Dataset entries >>
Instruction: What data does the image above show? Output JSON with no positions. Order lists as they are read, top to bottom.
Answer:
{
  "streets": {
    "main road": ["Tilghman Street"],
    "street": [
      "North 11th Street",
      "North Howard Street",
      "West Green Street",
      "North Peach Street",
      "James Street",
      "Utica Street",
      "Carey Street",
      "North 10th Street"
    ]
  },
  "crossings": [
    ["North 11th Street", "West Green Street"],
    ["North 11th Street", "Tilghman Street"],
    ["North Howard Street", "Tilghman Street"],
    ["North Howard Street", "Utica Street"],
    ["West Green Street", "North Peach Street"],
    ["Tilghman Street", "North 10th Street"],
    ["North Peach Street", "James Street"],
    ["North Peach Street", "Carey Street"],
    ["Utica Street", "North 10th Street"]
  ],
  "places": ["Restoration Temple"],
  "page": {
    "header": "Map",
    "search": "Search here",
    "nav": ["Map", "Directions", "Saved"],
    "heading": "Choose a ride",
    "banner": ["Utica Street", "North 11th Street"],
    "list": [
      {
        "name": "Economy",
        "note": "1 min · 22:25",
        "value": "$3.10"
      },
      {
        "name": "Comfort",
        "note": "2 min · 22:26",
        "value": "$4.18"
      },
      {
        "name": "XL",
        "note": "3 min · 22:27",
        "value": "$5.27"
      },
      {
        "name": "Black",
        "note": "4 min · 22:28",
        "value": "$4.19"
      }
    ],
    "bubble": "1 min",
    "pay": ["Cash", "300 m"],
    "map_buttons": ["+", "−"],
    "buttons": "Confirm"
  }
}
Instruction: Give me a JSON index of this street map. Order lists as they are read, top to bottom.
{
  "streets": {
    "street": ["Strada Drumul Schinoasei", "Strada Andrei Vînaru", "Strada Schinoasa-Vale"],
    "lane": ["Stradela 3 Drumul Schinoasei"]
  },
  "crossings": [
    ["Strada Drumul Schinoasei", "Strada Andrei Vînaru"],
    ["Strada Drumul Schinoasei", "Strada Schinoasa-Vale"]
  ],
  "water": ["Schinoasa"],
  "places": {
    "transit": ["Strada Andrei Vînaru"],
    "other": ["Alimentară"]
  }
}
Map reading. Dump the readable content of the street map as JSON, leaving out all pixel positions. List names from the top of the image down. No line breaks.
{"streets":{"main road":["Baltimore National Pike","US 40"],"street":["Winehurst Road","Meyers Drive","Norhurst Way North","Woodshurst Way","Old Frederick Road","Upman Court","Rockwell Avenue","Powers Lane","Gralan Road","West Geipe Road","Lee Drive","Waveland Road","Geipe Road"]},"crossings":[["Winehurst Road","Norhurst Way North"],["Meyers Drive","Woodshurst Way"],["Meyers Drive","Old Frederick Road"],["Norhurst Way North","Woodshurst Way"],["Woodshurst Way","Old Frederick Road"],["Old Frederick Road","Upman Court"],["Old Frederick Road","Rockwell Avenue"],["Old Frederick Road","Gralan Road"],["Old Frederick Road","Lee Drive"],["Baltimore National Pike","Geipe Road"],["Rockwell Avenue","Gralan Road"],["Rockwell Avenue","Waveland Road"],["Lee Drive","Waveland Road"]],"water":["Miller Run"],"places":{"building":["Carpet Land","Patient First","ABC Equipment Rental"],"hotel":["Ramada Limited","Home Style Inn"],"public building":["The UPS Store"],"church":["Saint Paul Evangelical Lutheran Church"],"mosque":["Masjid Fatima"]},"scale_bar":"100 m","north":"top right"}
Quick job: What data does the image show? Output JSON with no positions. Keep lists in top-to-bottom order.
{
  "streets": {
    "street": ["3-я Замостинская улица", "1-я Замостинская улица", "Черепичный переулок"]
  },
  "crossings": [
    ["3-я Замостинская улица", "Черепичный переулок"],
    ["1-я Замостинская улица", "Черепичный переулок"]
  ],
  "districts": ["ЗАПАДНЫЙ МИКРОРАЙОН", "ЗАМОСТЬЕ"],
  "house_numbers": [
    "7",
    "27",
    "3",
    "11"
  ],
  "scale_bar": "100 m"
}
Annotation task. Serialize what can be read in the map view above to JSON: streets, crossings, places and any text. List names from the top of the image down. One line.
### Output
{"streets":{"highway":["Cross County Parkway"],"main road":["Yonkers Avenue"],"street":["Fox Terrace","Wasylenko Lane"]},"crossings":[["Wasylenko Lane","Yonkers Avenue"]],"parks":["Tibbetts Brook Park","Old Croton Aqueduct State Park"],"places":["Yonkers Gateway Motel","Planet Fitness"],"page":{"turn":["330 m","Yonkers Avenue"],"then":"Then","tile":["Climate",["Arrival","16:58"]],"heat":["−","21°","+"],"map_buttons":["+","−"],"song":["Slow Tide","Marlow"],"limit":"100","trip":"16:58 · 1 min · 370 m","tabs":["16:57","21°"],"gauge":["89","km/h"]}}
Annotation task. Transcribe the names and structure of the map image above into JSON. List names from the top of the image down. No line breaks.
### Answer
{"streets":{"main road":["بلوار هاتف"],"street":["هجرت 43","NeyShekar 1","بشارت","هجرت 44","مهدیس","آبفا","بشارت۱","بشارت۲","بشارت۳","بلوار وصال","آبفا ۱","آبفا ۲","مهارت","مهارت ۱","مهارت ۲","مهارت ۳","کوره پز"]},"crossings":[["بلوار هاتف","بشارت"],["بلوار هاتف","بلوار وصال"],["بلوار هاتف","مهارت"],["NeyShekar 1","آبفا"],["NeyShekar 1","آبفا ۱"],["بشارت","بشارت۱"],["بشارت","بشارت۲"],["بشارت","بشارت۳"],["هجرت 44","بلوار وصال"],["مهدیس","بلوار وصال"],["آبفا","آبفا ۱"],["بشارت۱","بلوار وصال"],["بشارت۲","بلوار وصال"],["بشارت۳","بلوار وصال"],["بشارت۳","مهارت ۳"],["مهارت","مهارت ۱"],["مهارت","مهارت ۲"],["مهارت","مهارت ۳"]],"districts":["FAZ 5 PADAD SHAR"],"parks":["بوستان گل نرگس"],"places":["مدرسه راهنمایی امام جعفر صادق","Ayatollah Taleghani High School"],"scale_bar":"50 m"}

Task details >> State only the count of lines above that hold the string "Andrei".

Reply >> 3